*** Opening of Supplied data ***
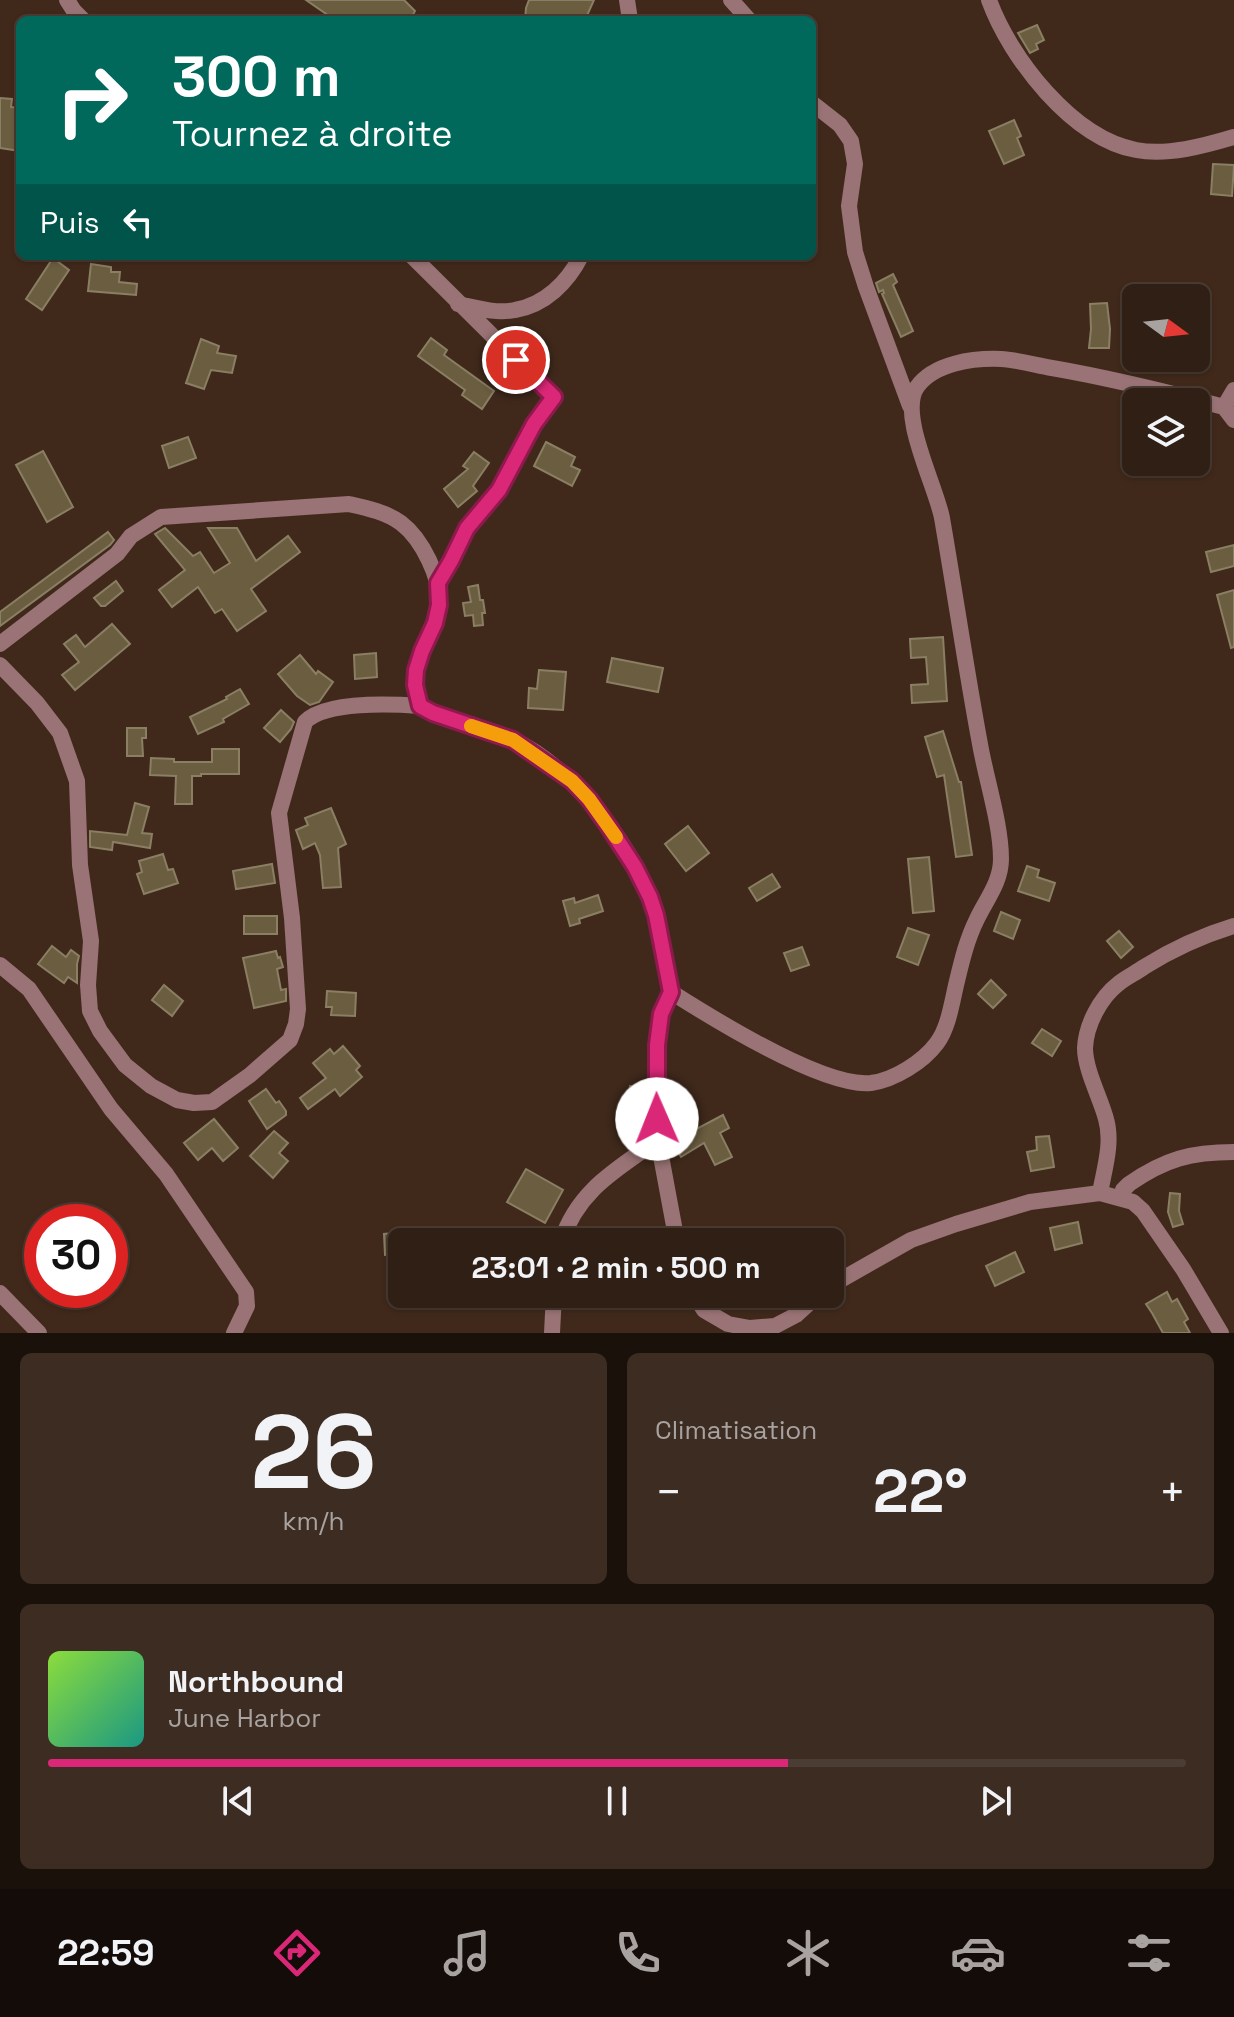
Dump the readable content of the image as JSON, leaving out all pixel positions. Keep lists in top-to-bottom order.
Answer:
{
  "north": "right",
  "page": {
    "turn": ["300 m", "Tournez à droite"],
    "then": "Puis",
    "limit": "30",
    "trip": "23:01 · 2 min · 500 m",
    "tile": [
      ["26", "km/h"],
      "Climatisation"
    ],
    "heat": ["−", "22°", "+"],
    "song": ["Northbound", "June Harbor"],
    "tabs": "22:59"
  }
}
*** Close of Supplied data ***
*** Opening of Supplied data ***
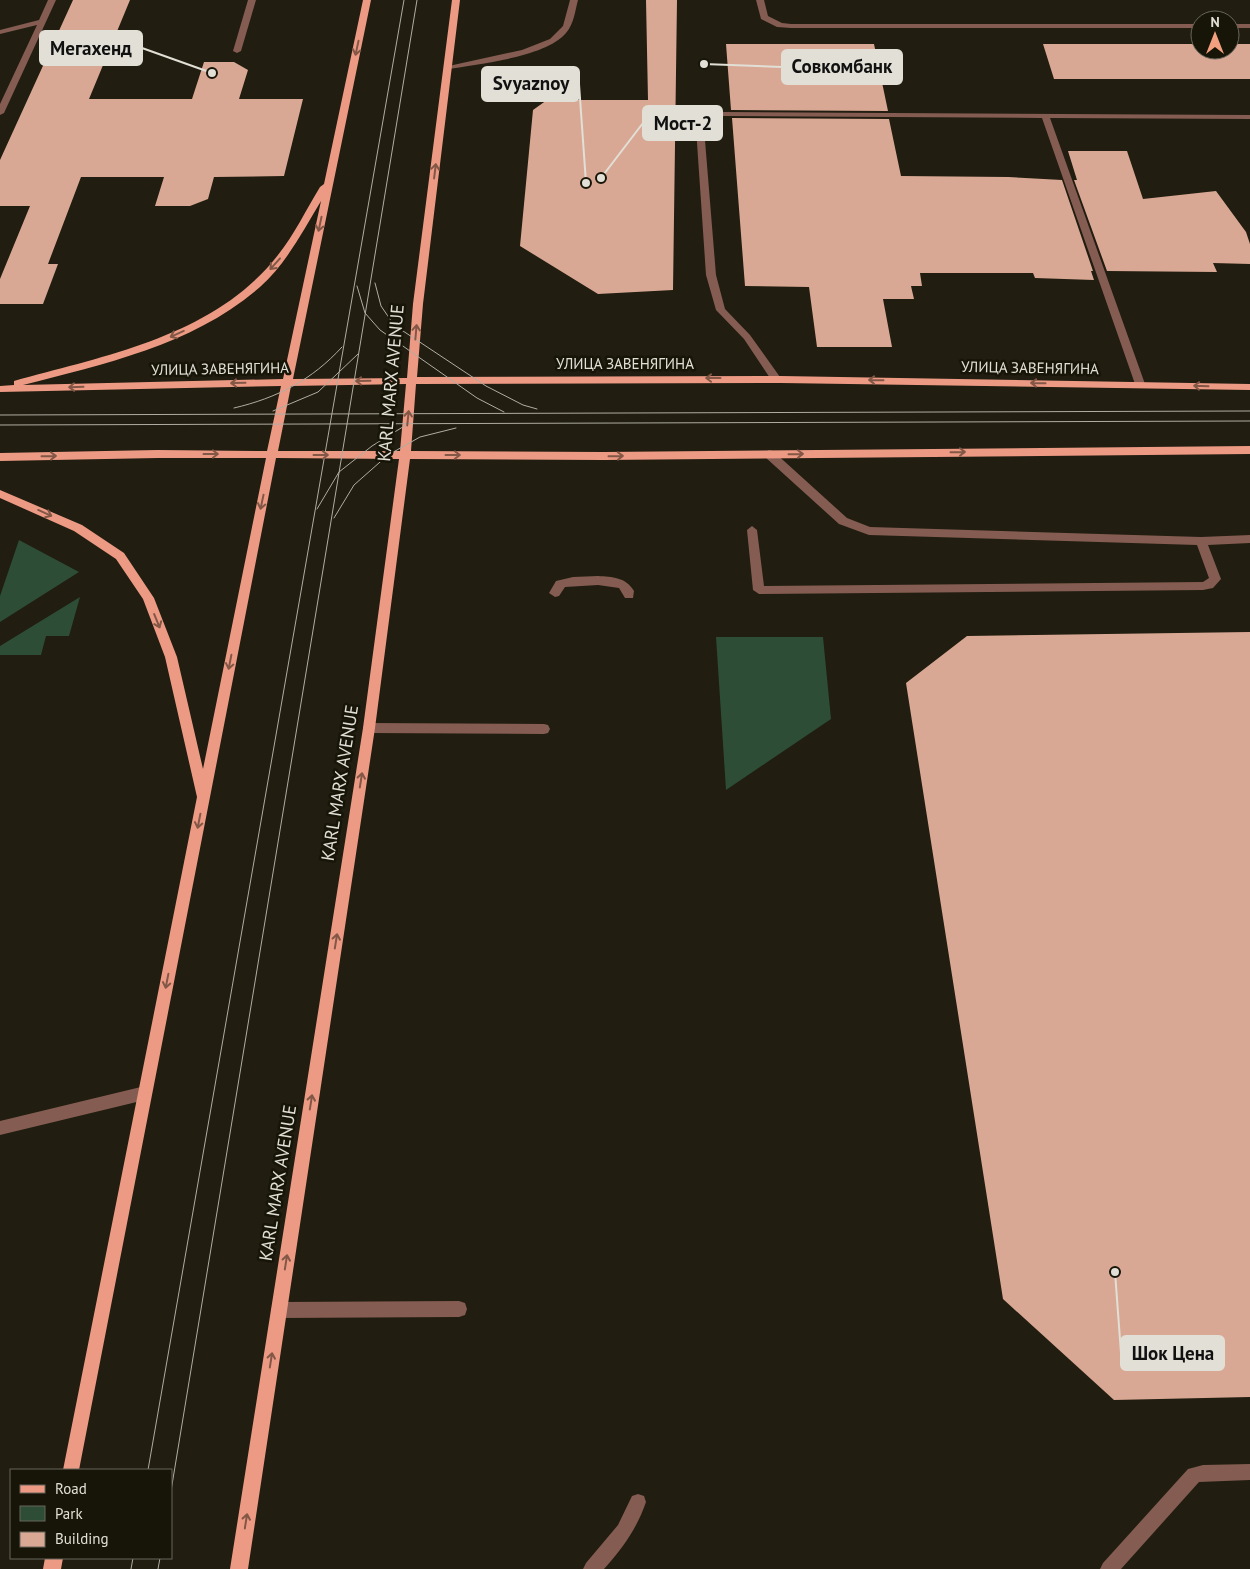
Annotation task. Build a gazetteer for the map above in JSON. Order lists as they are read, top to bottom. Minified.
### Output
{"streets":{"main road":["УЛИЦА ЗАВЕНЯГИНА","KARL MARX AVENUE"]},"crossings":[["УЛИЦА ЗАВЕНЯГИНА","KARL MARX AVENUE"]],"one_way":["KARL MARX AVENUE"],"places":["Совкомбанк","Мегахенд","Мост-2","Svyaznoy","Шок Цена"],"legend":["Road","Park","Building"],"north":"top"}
*** Close of Supplied data ***
Lines that contain "lists" should be pulled from the entries above and reported.

Dump the readable content of the image as JSON, leaving out all pixel positions. Keep lists in top-to-bottom order.
Annotation task. Build a gazetteer for the map above in JSON. Order lists as they are read, top to bottom. Minified.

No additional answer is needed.